Birth control is essential, as it helps prevent unwanted and unplanned pregnancies that can cause severe health issues to both the mother and the baby. There are various types of birth control, from condoms to emergency contraception. That said, some prefer using a more stable method of contraception like the pill or the shot. For those wondering which method suits them best, here’s a detailed comparison of the birth control pill and the birth control shot.
Birth control pills
Taking birth control pills is an effective way of preventing pregnancy, and they work by altering the hormone levels in a woman’s body. Over the years, the pills have become commonplace, as they are affordable and effective if taken correctly.
The pills affect the hormones that control ovulation, so they work by stopping the egg from descending. This means there’s no egg for the sperm to fertilize. They also work toward thickening the mucous in the cervix, which blocks the sperm from reaching the egg.
While the pill is 99 percent effective, there are a whole lot of rules that need to be followed to ensure its effectiveness. For example, they need to be taken at the same time every day, and one cannot skip a pill. To ensure that one doesn’t forget to take it on time every day, they can set an alarm and keep their pill pack on them at all times. Not to mention, one can request their partner or another family member who is also on the pill to remind them to take it until it becomes a part of their routine.
Unfortunately, birth control pills do not offer protection against Sexually Transmitted Diseases (STDs).
Birth control shots
The birth control shot is another common method of birth control that many have adopted. Known as the Depo-Provera injection, the birth control shot needs to be taken every 3 months. It is a very effective mode of preventing unwanted pregnancy, not to mention a convenient one.

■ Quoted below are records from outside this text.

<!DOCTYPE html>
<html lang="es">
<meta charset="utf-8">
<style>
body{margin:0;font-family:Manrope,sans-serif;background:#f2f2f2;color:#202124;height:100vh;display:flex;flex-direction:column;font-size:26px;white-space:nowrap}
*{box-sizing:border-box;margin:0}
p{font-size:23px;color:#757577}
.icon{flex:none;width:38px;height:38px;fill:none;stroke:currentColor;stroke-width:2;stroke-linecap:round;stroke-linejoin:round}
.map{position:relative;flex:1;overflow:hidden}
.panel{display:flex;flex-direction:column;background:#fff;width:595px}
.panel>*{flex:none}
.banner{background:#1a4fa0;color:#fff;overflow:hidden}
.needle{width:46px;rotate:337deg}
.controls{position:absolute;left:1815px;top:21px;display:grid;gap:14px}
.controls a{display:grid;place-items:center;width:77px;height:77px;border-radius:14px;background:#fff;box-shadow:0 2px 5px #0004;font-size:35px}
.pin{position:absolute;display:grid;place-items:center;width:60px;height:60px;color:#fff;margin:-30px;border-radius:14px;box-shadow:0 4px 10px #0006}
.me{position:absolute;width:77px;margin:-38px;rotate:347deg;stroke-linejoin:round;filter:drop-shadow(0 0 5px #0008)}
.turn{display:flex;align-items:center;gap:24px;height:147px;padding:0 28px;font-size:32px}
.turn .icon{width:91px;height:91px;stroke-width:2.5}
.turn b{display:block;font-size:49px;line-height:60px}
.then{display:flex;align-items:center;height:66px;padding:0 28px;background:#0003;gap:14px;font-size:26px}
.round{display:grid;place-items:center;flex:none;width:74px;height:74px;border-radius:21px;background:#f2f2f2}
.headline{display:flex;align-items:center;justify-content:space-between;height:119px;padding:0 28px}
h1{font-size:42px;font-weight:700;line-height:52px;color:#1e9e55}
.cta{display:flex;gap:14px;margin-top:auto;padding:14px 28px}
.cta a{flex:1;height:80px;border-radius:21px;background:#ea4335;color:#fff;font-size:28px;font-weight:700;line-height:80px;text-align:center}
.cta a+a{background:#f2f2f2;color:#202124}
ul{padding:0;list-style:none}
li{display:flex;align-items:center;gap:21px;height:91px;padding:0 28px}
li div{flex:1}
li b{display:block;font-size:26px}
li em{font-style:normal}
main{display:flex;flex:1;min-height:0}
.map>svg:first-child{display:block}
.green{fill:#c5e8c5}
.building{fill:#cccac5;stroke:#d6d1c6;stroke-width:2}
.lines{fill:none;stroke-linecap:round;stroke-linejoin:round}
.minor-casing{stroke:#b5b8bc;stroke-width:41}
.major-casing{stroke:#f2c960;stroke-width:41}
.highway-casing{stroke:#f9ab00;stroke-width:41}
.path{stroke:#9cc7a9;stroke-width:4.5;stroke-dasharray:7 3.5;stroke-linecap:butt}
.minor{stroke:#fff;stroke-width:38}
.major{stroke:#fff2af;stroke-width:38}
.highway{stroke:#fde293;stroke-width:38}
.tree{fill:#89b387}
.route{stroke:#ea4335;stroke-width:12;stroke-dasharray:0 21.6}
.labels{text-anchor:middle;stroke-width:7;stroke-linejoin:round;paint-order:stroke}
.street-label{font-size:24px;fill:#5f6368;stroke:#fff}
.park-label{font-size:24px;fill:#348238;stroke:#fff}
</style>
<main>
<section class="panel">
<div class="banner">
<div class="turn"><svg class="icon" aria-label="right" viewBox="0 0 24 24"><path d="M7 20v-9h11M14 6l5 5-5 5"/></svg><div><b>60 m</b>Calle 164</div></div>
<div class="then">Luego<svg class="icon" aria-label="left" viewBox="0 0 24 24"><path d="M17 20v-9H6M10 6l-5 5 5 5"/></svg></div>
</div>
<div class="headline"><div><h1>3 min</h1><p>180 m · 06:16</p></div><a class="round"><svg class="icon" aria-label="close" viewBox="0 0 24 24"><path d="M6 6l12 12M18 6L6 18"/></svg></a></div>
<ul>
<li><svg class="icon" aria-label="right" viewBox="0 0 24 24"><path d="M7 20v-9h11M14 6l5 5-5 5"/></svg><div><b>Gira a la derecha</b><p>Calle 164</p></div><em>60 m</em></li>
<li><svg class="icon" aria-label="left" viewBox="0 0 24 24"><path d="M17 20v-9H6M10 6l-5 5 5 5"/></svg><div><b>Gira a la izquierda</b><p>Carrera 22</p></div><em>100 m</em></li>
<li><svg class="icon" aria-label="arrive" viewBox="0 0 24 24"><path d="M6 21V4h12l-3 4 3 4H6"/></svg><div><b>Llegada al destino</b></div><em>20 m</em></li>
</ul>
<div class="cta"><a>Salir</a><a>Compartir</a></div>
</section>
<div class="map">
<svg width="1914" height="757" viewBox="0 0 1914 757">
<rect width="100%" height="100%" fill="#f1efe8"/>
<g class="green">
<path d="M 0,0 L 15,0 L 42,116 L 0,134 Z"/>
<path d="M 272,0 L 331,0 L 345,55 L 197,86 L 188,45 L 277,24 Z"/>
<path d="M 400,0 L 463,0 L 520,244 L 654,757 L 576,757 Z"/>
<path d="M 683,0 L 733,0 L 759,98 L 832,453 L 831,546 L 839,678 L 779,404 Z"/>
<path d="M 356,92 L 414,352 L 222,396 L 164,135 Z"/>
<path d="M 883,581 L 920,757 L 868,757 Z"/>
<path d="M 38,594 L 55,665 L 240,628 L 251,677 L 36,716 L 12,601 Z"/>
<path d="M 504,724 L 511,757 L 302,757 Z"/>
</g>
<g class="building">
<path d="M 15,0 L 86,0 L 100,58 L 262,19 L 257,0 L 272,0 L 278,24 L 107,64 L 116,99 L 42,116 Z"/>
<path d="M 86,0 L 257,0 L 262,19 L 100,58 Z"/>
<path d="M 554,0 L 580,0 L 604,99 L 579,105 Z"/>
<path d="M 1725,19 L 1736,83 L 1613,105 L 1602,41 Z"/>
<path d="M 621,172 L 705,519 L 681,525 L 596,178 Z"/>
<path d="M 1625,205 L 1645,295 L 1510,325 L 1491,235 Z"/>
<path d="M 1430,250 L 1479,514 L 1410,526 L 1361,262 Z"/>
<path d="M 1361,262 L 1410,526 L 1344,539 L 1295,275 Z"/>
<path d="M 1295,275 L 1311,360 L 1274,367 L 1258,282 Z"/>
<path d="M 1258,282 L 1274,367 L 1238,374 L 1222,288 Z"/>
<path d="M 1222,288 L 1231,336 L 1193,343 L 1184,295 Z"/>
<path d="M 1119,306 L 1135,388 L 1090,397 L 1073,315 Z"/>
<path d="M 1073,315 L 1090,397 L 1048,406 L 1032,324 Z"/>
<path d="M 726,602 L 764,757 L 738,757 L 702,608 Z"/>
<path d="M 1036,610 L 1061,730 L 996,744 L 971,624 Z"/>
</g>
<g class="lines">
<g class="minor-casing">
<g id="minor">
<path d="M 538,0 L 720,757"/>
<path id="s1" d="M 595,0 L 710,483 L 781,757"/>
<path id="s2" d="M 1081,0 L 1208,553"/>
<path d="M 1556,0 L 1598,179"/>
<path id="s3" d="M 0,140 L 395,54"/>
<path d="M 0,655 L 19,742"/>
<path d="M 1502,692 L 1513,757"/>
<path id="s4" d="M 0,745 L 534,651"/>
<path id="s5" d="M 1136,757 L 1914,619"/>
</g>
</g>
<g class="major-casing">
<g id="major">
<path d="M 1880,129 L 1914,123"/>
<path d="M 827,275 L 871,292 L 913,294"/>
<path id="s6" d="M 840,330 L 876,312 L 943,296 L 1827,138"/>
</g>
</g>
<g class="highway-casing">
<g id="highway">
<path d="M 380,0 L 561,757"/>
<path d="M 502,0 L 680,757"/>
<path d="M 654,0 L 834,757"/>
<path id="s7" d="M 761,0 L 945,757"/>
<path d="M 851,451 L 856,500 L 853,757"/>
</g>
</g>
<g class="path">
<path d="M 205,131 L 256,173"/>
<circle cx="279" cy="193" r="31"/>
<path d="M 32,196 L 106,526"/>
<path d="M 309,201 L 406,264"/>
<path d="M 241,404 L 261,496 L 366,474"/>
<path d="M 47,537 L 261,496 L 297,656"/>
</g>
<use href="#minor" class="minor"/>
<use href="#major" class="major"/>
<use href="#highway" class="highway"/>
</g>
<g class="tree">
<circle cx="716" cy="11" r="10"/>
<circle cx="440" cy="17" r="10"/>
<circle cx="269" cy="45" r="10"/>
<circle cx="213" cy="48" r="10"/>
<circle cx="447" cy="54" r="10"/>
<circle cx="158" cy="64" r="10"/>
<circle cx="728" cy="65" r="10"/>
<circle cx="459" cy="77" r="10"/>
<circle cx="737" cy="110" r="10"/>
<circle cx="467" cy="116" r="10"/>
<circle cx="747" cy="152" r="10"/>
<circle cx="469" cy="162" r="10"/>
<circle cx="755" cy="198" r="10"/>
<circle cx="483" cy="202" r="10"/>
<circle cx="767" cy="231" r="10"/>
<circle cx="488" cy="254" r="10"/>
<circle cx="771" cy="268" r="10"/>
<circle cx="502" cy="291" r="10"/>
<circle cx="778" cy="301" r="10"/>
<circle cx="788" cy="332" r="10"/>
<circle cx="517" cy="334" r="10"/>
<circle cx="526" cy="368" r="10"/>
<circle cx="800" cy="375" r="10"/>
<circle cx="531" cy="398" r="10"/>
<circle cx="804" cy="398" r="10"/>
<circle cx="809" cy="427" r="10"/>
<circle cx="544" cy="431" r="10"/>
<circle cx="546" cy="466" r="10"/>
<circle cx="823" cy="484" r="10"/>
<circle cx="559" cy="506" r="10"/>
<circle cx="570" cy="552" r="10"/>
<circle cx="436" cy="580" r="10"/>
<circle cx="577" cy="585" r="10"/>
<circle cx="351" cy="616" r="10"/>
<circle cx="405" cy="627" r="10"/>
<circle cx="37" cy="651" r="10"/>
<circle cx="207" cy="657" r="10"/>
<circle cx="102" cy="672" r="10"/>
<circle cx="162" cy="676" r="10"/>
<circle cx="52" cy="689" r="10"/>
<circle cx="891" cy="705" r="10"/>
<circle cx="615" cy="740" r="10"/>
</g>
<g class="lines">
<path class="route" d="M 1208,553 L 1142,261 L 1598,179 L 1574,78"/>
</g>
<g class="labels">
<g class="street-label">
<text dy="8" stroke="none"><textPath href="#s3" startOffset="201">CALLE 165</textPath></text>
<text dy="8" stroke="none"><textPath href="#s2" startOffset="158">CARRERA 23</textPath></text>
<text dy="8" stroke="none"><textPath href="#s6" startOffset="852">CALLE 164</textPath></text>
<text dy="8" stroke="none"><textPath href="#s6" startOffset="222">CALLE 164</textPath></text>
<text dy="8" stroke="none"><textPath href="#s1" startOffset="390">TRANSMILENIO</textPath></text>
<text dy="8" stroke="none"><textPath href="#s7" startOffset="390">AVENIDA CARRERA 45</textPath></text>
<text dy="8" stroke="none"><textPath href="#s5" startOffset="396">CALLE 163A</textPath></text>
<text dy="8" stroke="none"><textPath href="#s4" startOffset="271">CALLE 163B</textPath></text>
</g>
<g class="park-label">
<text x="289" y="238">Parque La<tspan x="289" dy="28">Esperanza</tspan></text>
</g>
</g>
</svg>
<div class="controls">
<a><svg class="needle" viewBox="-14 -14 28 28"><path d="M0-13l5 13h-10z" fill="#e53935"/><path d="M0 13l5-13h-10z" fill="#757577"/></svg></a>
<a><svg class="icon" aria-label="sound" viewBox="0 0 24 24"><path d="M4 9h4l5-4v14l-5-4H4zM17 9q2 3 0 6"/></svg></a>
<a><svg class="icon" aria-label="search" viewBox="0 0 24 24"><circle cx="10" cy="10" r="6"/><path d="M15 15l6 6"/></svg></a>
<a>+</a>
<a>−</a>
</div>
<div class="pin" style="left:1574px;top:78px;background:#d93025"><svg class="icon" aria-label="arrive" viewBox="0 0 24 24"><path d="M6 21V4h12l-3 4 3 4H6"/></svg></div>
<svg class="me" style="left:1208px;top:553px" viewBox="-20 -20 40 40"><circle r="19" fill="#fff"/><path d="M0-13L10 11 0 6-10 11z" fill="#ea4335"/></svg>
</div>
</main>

The shot contains the progestin hormone that prevents ovulation, which means there is no egg in the tube to be fertilized. Much like the birth control pill, the shot makes the mucus in the cervix thicker and does not allow the sperm to swim to and fertilize the egg.
Birth control shots are expensive as compared to the pill. While almost 100 percent effective in ideal cases, they are 94% effective most times as people often forget to get them on time. Unlike the pill, the birth control shot needs to be taken once every 3 months (12-13 weeks) and can be administered at the clinic by a medical professional or by oneself at home.
When comparing the birth control pill and the shot, birth control shots are also not effective in protecting against STDs.